§ **ASSIGNED TASK**
Repeat word for word, please, only the lines of the material from the one containing "Quick job: Dump" through its final line, both ends included.

Start of SOURCE MATERIAL

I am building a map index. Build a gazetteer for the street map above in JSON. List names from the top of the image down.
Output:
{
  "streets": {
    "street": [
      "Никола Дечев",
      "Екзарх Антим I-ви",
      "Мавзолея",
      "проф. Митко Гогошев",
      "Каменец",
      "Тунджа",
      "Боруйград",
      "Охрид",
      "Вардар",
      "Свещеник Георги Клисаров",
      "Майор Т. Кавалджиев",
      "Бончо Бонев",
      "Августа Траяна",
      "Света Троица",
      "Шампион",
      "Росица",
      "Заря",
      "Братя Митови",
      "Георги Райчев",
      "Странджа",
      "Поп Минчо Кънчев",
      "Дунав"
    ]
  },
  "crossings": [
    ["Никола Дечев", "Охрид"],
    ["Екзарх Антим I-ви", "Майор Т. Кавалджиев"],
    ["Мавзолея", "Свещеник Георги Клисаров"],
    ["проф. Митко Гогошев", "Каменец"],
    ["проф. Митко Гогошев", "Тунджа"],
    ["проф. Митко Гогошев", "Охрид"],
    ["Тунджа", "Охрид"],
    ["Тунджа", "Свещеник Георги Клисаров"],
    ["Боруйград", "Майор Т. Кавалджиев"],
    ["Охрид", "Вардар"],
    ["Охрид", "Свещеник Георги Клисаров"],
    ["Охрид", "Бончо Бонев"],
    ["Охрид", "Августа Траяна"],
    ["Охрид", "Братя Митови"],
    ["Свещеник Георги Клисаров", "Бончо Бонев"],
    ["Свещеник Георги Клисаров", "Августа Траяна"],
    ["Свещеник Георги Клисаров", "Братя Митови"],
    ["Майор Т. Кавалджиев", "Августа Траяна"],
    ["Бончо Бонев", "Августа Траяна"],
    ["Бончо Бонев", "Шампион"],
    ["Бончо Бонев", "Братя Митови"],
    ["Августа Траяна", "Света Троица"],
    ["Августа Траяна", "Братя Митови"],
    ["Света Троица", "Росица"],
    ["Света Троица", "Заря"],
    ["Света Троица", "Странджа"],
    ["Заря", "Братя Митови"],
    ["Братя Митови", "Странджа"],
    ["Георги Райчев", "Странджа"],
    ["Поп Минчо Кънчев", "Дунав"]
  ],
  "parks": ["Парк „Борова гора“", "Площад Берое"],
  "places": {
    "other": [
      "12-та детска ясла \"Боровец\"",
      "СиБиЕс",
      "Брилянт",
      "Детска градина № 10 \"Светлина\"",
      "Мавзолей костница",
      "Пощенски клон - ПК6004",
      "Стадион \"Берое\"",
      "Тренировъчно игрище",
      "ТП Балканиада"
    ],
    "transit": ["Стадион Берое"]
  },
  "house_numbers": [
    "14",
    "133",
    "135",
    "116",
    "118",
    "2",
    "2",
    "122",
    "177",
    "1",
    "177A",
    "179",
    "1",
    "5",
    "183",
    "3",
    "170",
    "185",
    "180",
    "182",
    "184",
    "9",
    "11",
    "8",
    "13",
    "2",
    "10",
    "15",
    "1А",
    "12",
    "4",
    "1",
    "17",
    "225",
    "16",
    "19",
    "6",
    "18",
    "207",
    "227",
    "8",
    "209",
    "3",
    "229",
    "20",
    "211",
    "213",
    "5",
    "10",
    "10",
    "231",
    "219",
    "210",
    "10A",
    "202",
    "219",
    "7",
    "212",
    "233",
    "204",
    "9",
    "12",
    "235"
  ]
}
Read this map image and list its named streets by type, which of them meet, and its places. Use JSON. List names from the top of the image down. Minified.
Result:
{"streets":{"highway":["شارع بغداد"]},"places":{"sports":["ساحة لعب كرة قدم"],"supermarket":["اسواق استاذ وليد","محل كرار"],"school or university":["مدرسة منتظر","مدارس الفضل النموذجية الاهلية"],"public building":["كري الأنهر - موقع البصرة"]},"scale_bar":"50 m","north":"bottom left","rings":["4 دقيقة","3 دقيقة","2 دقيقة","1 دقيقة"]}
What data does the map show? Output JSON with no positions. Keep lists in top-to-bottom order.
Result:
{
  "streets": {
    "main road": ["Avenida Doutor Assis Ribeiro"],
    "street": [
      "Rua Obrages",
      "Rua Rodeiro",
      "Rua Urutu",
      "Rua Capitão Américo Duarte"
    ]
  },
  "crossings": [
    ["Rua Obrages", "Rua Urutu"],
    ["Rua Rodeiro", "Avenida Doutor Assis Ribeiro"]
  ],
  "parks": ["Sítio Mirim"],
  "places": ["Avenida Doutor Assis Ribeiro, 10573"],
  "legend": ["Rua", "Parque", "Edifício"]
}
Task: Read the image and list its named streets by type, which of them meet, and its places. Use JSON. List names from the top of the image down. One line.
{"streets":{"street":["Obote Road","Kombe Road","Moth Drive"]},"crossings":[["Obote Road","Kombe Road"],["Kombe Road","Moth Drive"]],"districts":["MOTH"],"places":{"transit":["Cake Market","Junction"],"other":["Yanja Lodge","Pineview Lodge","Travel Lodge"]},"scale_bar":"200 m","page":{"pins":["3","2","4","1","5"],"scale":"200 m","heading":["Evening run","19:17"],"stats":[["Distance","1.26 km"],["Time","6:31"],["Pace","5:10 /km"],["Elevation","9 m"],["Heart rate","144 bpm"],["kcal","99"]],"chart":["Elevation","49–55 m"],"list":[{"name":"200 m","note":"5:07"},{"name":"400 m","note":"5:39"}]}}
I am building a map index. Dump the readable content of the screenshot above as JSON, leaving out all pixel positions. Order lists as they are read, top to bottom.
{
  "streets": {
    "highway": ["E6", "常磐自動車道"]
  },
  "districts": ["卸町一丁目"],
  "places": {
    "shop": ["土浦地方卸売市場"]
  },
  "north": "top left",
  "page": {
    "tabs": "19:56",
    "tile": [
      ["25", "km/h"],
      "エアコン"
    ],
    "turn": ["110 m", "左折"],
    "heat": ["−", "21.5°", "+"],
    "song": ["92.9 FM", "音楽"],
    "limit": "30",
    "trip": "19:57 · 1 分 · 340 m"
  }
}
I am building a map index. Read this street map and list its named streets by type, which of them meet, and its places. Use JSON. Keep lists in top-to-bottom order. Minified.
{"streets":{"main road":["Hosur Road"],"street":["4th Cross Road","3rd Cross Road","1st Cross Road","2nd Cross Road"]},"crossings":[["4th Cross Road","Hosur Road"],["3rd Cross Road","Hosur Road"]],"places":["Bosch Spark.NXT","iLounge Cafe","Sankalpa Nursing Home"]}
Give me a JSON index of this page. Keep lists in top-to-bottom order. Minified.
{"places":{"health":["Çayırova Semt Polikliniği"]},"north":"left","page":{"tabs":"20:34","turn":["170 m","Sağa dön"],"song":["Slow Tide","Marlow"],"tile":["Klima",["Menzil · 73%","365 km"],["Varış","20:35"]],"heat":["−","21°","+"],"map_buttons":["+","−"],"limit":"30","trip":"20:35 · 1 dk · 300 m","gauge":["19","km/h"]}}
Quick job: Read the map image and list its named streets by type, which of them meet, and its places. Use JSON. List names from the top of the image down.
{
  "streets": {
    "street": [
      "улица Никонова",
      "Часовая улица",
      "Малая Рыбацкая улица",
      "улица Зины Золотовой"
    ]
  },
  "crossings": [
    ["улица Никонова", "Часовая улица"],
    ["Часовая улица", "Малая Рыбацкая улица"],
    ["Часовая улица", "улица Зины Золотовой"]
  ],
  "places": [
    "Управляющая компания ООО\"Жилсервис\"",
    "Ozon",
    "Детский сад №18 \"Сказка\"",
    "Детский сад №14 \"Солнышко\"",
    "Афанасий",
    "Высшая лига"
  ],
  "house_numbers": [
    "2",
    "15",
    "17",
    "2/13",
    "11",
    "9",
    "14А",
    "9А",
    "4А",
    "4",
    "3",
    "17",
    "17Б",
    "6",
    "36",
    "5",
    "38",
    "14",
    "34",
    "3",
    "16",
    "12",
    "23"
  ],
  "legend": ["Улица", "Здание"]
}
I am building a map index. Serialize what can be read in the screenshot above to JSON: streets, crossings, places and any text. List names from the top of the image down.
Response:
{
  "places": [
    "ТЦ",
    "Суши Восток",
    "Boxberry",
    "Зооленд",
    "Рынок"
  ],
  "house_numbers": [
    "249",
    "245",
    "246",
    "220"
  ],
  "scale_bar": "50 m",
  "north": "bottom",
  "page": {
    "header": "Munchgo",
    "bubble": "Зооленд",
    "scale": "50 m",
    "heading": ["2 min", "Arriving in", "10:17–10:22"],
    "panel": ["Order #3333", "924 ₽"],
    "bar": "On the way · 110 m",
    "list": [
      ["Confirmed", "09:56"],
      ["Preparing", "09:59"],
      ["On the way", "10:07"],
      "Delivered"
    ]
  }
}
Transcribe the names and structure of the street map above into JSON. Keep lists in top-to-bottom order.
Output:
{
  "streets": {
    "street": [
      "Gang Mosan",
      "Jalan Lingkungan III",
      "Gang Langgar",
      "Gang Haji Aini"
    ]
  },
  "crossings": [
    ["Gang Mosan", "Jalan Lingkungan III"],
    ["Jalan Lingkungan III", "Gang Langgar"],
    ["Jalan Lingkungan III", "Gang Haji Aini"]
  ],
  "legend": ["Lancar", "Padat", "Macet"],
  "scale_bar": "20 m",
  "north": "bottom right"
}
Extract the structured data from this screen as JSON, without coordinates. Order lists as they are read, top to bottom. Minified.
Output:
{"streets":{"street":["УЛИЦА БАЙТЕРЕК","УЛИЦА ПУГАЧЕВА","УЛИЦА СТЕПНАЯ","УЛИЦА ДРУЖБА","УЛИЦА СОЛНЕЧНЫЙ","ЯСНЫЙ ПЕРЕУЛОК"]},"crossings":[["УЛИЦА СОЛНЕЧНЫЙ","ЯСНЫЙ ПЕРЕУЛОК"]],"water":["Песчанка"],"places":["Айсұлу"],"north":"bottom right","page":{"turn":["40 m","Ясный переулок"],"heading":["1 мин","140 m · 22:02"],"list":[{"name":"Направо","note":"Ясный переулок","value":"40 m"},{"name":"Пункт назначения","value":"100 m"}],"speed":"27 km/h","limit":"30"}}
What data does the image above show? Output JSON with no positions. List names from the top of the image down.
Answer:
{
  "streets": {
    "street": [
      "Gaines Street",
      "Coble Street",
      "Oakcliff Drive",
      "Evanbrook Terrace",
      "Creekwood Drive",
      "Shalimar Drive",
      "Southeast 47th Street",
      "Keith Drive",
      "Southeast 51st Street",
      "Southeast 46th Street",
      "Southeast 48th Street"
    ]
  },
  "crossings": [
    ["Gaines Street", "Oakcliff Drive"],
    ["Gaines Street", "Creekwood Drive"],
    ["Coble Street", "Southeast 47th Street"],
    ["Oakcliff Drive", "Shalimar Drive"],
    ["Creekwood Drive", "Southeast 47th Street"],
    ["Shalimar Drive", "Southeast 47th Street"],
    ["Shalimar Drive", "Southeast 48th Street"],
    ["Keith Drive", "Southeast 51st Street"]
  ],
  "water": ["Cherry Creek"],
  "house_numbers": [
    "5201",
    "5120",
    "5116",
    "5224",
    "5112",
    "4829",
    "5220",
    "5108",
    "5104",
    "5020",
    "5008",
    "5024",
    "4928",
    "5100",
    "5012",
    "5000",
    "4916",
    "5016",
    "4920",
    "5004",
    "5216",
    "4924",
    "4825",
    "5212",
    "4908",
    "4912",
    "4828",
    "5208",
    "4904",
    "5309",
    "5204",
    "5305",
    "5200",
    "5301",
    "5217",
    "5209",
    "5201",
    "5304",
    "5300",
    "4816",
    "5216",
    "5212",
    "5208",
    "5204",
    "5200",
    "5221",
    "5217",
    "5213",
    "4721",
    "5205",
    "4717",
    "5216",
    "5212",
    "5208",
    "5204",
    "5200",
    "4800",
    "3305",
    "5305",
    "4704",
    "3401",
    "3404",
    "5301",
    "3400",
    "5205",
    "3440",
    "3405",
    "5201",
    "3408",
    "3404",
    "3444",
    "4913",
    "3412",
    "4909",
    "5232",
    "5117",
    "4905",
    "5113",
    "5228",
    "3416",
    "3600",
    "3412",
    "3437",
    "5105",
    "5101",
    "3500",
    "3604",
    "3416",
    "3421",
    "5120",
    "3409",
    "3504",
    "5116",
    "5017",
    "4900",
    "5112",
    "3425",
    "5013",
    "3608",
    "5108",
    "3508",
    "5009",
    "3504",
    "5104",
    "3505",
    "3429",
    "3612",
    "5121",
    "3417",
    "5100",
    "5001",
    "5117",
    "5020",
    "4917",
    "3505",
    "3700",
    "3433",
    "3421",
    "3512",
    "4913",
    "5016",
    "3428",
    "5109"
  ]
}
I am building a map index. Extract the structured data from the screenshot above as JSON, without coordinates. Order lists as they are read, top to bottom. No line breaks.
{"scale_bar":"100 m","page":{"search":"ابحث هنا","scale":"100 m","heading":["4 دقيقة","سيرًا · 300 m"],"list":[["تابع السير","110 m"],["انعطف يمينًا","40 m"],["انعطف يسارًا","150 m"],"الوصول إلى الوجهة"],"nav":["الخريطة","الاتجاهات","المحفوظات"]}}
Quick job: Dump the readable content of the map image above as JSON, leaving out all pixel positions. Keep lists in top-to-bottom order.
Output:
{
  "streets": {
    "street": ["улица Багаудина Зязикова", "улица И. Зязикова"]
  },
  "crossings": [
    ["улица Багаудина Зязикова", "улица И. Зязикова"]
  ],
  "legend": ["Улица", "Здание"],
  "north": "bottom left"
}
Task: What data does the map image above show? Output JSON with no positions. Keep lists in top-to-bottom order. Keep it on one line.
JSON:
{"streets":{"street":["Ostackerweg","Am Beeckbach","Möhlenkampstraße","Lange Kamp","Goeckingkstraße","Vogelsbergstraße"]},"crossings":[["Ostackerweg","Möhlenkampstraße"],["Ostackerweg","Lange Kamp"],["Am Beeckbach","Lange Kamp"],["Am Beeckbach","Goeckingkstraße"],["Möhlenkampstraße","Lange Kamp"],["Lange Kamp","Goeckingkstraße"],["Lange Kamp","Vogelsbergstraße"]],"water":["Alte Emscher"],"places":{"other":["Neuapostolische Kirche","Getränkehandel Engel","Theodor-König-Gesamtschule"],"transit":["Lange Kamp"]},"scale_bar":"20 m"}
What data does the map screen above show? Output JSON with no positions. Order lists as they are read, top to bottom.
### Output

End of SOURCE MATERIAL

§ **SOLUTION FOR THIS EXERCISE**
Quick job: Dump the readable content of the map image above as JSON, leaving out all pixel positions. Keep lists in top-to-bottom order.
Output:
{
  "streets": {
    "street": ["улица Багаудина Зязикова", "улица И. Зязикова"]
  },
  "crossings": [
    ["улица Багаудина Зязикова", "улица И. Зязикова"]
  ],
  "legend": ["Улица", "Здание"],
  "north": "bottom left"
}
Task: What data does the map image above show? Output JSON with no positions. Keep lists in top-to-bottom order. Keep it on one line.
JSON:
{"streets":{"street":["Ostackerweg","Am Beeckbach","Möhlenkampstraße","Lange Kamp","Goeckingkstraße","Vogelsbergstraße"]},"crossings":[["Ostackerweg","Möhlenkampstraße"],["Ostackerweg","Lange Kamp"],["Am Beeckbach","Lange Kamp"],["Am Beeckbach","Goeckingkstraße"],["Möhlenkampstraße","Lange Kamp"],["Lange Kamp","Goeckingkstraße"],["Lange Kamp","Vogelsbergstraße"]],"water":["Alte Emscher"],"places":{"other":["Neuapostolische Kirche","Getränkehandel Engel","Theodor-König-Gesamtschule"],"transit":["Lange Kamp"]},"scale_bar":"20 m"}
What data does the map screen above show? Output JSON with no positions. Order lists as they are read, top to bottom.
### Output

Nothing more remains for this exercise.